Suppose we have a first-stage estimator $\hat{\pi}$ with: \[\sqrt{N}(\hat{\pi}-\pi_{0})\rightarrow_{d}\mathcal{N}(\mathbf{0},\Omega)\]

The minimum distance estimator is: \[\hat{\theta} = \arg\min_{\theta}\psi(\hat{\pi},\theta)'\mathbf{W}_{N}\psi(\hat{\pi},\theta)\] where $\mathbf{W}_{N}$ is a positive definite weighting matrix.

13.4.2 Asymptotic Distribution

Theorem 13.7 (Asymptotics for Minimum Distance) Suppose:

$\psi(\pi_{0},\theta_{0})=\mathbf{0}$ and $\psi(\pi_{0},\theta)\neq\mathbf{0}$ for all $\theta\neq\theta_{0}$ (identification)
$\sqrt{N}(\hat{\pi}-\pi_{0})\rightarrow_{d}\mathcal{N}(\mathbf{0},\Omega)$
$\mathbf{W}_{N}\rightarrow_{p}\mathbf{W}$, symmetric and nonsingular
$\psi$ is differentiable with $\text{rank}(\nabla_{\theta}\psi_{0})=p$

Define $\nabla_{\theta}\psi_{0} = \frac{\partial\psi(\pi_{0},\theta_{0})'}{\partial\theta}$ and $\nabla_{\pi}\psi_{0}=\frac{\partial\psi(\pi_{0},\theta_{0})'}{\partial\pi}$. Then:

\[\sqrt{N}(\hat{\theta}-\theta_{0})\rightarrow_{d}\mathcal{N}(\mathbf{0},\ V_{MD})\] where: \[V_{MD} = \left(\nabla_{\theta}\psi_{0}\mathbf{W}\nabla_{\theta}\psi_{0}'\right)^{-1}\nabla_{\theta}\psi_{0}\mathbf{W}\nabla_{\pi}\psi_{0}'\Omega\nabla_{\pi}\psi_{0}\mathbf{W}\nabla_{\theta}\psi_{0}'\left(\nabla_{\theta}\psi_{0}\mathbf{W}\nabla_{\theta}\psi_{0}'\right)^{-1}\]

Derivation Sketch

The first-order condition of the minimum distance problem is: \[\nabla_{\theta}\psi(\hat{\pi},\hat{\theta})\mathbf{W}_{N}\psi(\hat{\pi},\hat{\theta}) = \mathbf{0}\]

Expanding $\psi(\hat{\pi},\hat{\theta})$ around $(\pi_{0},\theta_{0})$: \[\psi(\hat{\pi},\hat{\theta})\approx \nabla_{\pi}\psi_{0}'(\hat{\pi}-\pi_{0}) + \nabla_{\theta}\psi_{0}'(\hat{\theta}-\theta_{0})\]

Substituting and solving: \[\sqrt{N}(\hat{\theta}-\theta_{0})\approx -(\nabla_{\theta}\psi_{0}\mathbf{W}\nabla_{\theta}\psi_{0}')^{-1}\nabla_{\theta}\psi_{0}\mathbf{W}\nabla_{\pi}\psi_{0}'\sqrt{N}(\hat{\pi}-\pi_{0})\]

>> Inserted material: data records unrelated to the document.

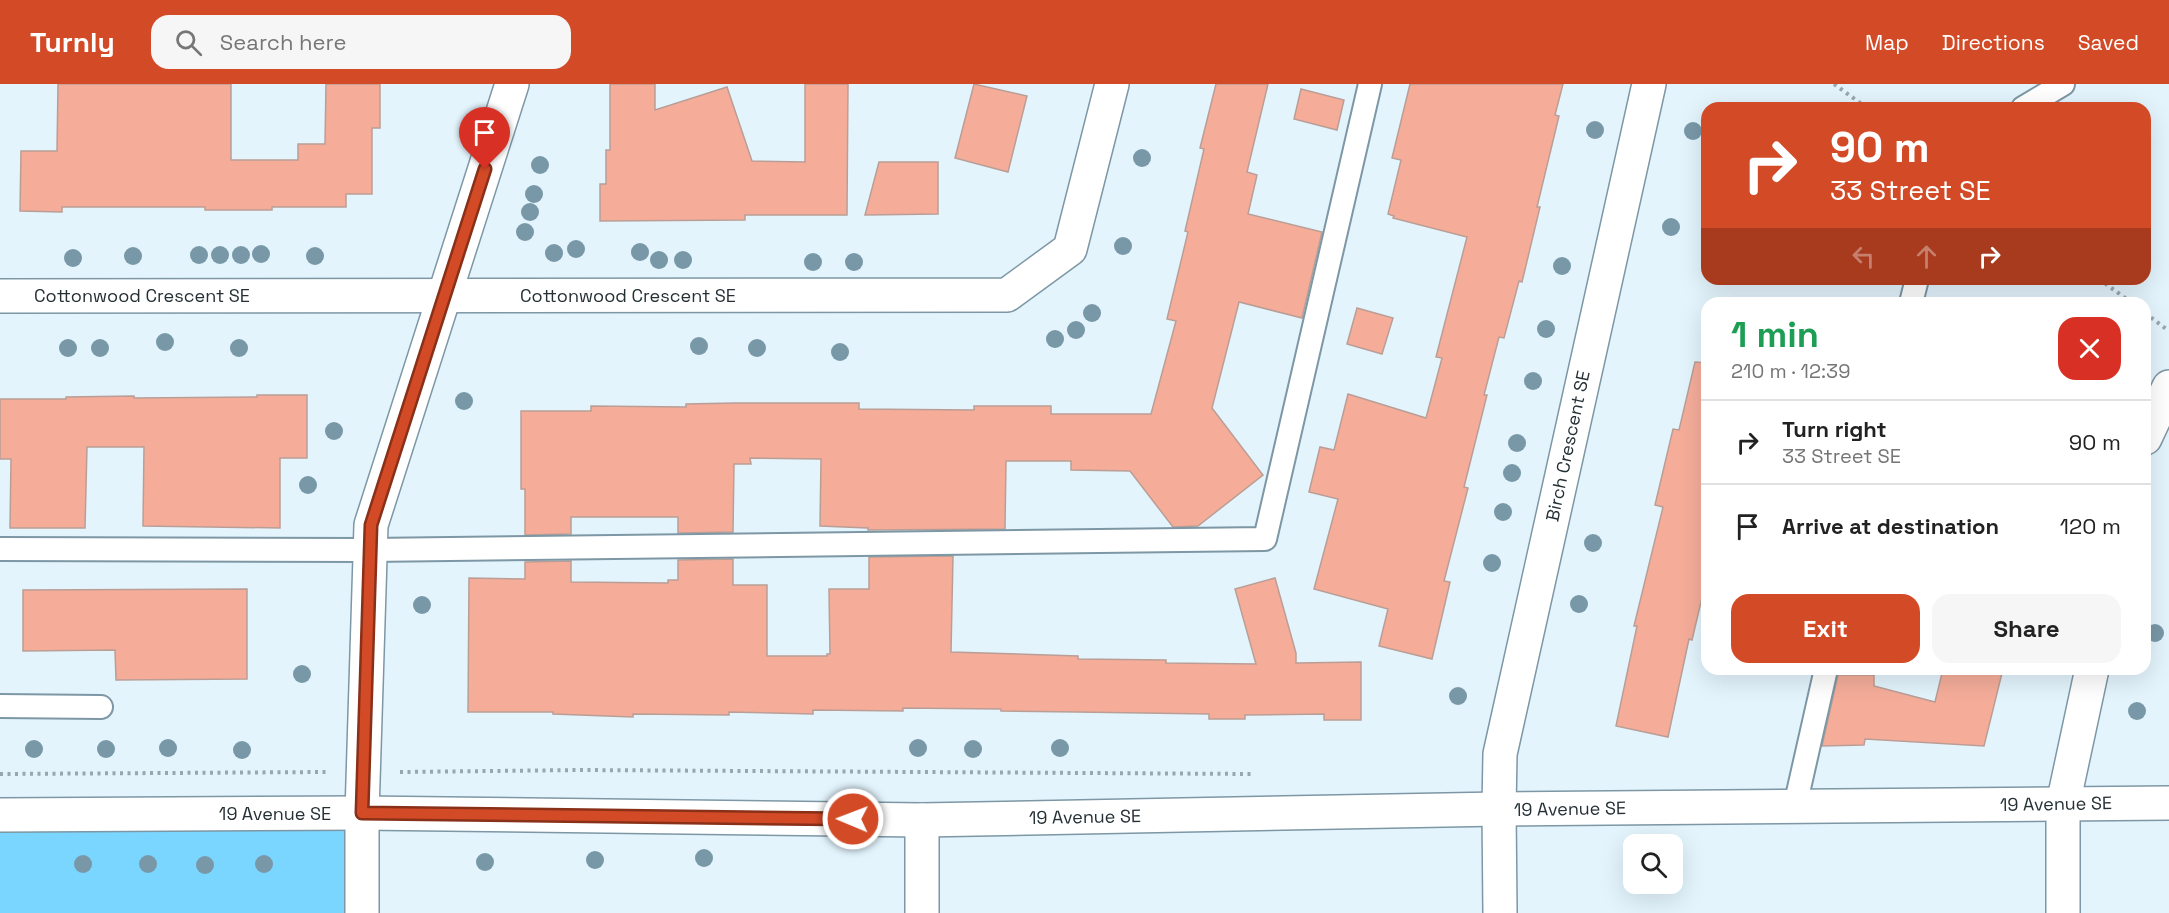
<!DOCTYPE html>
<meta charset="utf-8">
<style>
body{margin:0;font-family:"Space Grotesk",sans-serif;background:#f6f6f6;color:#222;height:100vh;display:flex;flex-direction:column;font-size:22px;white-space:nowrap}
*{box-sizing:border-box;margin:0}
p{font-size:20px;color:#767676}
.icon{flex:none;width:33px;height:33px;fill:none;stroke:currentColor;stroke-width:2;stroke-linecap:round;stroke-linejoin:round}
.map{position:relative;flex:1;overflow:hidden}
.sheet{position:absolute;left:1701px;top:213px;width:450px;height:378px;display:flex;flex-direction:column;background:#fff;border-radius:18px;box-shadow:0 6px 24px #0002}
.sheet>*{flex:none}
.hud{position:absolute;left:1701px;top:18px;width:450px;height:183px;border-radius:18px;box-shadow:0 6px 24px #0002;background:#d34a26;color:#fff;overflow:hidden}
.tools{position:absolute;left:1623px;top:750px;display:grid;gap:12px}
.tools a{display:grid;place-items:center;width:60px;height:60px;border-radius:12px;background:#fff;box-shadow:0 6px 24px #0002;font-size:30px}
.pin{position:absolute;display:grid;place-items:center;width:51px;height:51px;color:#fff;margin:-62px -26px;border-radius:50% 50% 50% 0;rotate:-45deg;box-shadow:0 0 6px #0007}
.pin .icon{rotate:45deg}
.me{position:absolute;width:66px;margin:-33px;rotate:271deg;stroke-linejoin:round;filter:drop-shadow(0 0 4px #0008)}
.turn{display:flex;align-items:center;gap:21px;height:126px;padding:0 30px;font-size:27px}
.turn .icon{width:78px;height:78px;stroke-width:2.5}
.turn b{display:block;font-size:42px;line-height:51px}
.lanes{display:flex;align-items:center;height:57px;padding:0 30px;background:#0003;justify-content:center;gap:30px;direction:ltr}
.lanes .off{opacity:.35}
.round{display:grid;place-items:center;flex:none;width:63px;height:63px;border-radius:18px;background:#f6f6f6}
.summary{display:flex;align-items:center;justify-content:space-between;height:102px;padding:0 30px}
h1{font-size:36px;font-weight:700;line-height:45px;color:#1e9e55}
.action{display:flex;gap:12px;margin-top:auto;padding:12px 30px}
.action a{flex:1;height:69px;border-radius:18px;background:#d34a26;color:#fff;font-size:24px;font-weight:700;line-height:69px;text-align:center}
.action a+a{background:#f6f6f6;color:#222}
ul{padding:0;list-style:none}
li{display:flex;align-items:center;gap:18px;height:84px;padding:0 30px;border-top:2px solid #e0e0e0}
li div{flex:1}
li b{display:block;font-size:22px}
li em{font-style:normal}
header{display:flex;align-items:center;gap:36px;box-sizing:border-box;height:84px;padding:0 30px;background:#d34a26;color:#fff}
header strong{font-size:28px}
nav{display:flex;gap:33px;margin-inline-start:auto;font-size:21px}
.search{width:420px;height:54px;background:#f6f6f6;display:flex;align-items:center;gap:15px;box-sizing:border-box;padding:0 21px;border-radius:18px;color:#767676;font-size:22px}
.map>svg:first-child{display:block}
.green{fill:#7ad5ff}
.building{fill:#f5ad9a;stroke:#ba9e96;stroke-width:1.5}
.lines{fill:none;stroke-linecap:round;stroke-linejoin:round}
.service-casing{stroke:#7d97a4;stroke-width:26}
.minor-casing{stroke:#7d97a4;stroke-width:36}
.path{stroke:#98a7af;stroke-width:4;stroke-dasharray:3 4.5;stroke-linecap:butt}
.service{stroke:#fff;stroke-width:22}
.minor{stroke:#fff;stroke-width:33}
.tree{fill:#7998a7}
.route-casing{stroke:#893019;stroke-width:15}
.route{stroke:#d34a26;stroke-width:10}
.labels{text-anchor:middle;stroke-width:5;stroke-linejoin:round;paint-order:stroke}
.street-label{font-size:18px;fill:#253035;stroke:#fff}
</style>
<header>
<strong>Turnly</strong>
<div class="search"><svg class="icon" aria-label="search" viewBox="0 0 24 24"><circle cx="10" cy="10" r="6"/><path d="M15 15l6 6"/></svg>Search here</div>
<nav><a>Map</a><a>Directions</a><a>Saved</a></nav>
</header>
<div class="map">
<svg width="2169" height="829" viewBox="0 0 2169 829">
<rect width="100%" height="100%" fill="#e3f4fd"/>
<path class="green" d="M362,729V829H0V731Z"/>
<g class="building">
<path d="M58,0H231V76H298V60H325L326,0H380V44H372V110H346V123H272V126H205V123H62V128L20,127L21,67H57Z"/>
<path d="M610,0H655V26L727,3L752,77L805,78V0H848L847,131H745V136L600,137V100H606V66H610Z"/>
<path d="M974,0L1027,12L1008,88L955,74Z"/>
<path d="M1216,0H1268L1247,88L1257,91L1248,130L1322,148L1302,234L1239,218L1212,324L1263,391L1198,442L1173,443L1130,387L1071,386V377H1006L1005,445L868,446V444L820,442L821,375L750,374L751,380H734L733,448L678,449V433H571V450L525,451V405H521V327H591V322L686,323V320L735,319H859V325L974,326V322H1051V330H1151L1176,237L1167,235L1188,148L1185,147L1204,65L1200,64Z"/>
<path d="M1410,0H1563L1555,31L1559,32L1537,123H1540L1522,198L1519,197L1504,254L1499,253L1484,311H1487L1464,403L1468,404L1444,497L1450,498L1432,575L1379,562L1388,525L1314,505L1338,415L1309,408L1320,363L1334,366L1348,310L1426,334L1442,274L1436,273L1467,153L1393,134L1394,132L1388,130L1401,76L1392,74Z"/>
<path d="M1301,5L1344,16L1337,46L1294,35Z"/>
<path d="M879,78H938V130L865,131Z"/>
<path d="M1357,224L1393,234L1382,270L1347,260Z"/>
<path d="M1695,278L1707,279V493L1692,556L1689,555L1668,653L1616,642L1637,542H1634L1663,423L1655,421L1673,345L1679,346Z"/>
<path d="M257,311H307V374H280V444L143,442L144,363H87L85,444H10L11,375H0V315H66V313L134,312V314L257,313Z"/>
<path d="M953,472L951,568L1078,572V575L1166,576V579L1256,580L1235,505L1275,494L1296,569V579L1361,578V636H1324V630L1245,631V635H1209V630L1077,628L1001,627V625L903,624V627L813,626V630L729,628V631L633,630V633L553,630V628H468L469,494L525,495V478L571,477V498L668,499V496H678V476L733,475V501H767V572H827V570H830L829,505H869V473Z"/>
<path d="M247,505V595L116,596L115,566L23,567V506Z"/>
<path d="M1943,585H2003L1984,662L1865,655L1864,661L1822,662L1838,591H1874V602L1935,618Z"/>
</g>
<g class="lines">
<defs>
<g id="service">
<path d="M2023,24L2063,0"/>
<path d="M1911,219L1917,195"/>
<path d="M0,465L370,466L1265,455L1370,0"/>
<path d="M0,622L101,623"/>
<path d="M1795,722L1826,585"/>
</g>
<g id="minor">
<path d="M0,212L1007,211L1070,165L1112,0"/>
<path d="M2145,354L2169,303"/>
<path d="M0,731L362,729L922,736L1499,725L2169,719"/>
<path d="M362,829V729L371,441L512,0"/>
<path d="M922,829V736"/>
<path d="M1500,829L1499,725L1500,670L1649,0"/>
<path d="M2063,829V720L2092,585"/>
</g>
</defs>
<use href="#service" class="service-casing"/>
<use href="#minor" class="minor-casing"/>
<g class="path">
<path d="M1834,0L1867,24"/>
<path d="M2099,195L2132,219"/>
<path d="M2145,229L2169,247"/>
<path d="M400,688L580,686L1253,690"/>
<path d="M0,690L326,688"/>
</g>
<use href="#service" class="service"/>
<use href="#minor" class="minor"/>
</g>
<g class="tree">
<circle cx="1595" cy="46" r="9"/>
<circle cx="1693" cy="47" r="9"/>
<circle cx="1142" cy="74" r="9"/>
<circle cx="540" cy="81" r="9"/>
<circle cx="534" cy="110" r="9"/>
<circle cx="530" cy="128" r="9"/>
<circle cx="1671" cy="143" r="9"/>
<circle cx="525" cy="148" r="9"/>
<circle cx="1123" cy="162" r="9"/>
<circle cx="576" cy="165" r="9"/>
<circle cx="640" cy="168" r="9"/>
<circle cx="554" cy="169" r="9"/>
<circle cx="261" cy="170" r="9"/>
<circle cx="199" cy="171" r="9"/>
<circle cx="220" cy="171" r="9"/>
<circle cx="241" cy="171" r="9"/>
<circle cx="133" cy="172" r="9"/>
<circle cx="315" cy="172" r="9"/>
<circle cx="73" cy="174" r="9"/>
<circle cx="659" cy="176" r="9"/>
<circle cx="683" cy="176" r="9"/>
<circle cx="813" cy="178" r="9"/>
<circle cx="854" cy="178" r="9"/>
<circle cx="1562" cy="182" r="9"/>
<circle cx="1092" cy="229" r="9"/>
<circle cx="1546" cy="245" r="9"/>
<circle cx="1076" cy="246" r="9"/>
<circle cx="1055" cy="255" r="9"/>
<circle cx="165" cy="258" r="9"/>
<circle cx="699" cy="262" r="9"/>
<circle cx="68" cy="264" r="9"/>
<circle cx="100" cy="264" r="9"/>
<circle cx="239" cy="264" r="9"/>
<circle cx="757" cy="264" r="9"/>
<circle cx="840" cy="268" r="9"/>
<circle cx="1533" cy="297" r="9"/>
<circle cx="464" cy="317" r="9"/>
<circle cx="334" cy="347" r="9"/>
<circle cx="1517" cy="359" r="9"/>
<circle cx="1512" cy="389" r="9"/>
<circle cx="308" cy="401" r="9"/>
<circle cx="1503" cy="428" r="9"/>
<circle cx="1593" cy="459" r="9"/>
<circle cx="1492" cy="479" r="9"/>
<circle cx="1579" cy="520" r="9"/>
<circle cx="422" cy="521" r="9"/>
<circle cx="2155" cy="549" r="9"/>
<circle cx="302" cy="590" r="9"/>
<circle cx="1458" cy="612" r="9"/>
<circle cx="2137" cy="627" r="9"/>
<circle cx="168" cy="664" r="9"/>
<circle cx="918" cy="664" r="9"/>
<circle cx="1060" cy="664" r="9"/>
<circle cx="34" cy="665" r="9"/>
<circle cx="106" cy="665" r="9"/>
<circle cx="973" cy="665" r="9"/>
<circle cx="242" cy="666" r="9"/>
<circle cx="704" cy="774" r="9"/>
<circle cx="595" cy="776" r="9"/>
<circle cx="485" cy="778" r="9"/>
<circle cx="83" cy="780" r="9"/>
<circle cx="148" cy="780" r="9"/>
<circle cx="264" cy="780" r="9"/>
<circle cx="205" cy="781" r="9"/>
</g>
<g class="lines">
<defs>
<path id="route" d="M485,85L371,441L362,729L853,735"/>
</defs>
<use href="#route" class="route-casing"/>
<use href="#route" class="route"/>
</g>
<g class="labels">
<g class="street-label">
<text x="142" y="218">Cottonwood Crescent SE</text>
<text x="628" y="218">Cottonwood Crescent SE</text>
<text transform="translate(1568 362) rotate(-78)" y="6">Birch Crescent SE</text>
<text transform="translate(2056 720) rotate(-1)" y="6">19 Avenue SE</text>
<text transform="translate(1570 725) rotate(-1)" y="6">19 Avenue SE</text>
<text x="275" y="736">19 Avenue SE</text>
<text transform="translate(1085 733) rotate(-1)" y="6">19 Avenue SE</text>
</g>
</g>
</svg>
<div class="tools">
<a><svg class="icon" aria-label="search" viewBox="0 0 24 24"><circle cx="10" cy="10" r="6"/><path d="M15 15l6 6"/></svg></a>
</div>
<div class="pin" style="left:485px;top:85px;background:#d93025"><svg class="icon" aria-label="arrive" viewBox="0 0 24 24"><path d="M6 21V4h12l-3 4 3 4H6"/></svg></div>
<svg class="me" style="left:853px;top:735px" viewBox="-20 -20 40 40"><circle r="17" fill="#d34a26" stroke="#fff" stroke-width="3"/><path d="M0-11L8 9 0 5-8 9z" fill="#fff"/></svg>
<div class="hud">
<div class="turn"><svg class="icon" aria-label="right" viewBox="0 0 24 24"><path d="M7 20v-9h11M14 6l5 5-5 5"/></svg><div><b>90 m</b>33 Street SE</div></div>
<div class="lanes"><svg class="icon off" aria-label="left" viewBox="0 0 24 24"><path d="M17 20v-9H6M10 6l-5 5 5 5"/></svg><svg class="icon off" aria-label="ahead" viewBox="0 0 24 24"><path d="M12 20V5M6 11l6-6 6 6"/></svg><svg class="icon" aria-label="right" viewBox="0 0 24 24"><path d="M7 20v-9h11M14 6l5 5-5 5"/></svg></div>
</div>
<section class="sheet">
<div class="summary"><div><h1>1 min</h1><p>210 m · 12:39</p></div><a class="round" style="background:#d93025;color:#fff"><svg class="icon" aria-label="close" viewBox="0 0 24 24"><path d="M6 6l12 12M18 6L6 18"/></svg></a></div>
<ul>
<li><svg class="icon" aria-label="right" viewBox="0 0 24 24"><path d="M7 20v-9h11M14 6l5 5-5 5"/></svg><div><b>Turn right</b><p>33 Street SE</p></div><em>90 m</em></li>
<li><svg class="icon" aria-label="arrive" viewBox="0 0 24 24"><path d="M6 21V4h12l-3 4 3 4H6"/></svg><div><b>Arrive at destination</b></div><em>120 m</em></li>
</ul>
<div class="action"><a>Exit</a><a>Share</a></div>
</section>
</div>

The result follows from the asymptotic distribution of $\hat{\pi}$.

13.4.3 The Optimal Weighting Matrix

The variance $V_{MD}$ depends on the choice of $\mathbf{W}$. The optimal weighting matrix minimizes $V_{MD}$ (in the positive semi-definite sense) and is given by:

\[\mathbf{W}^{*} = \left(\nabla_{\pi}\psi_{0}'\Omega\nabla_{\pi}\psi_{0}\right)^{-1}\]

Under this choice, the variance simplifies to: \[V_{MD}^{*} = \left(\nabla_{\theta}\psi_{0}\left(\nabla_{\pi}\psi_{0}'\Omega\nabla_{\pi}\psi_{0}\right)^{-1}\nabla_{\theta}\psi_{0}'\right)^{-1}\]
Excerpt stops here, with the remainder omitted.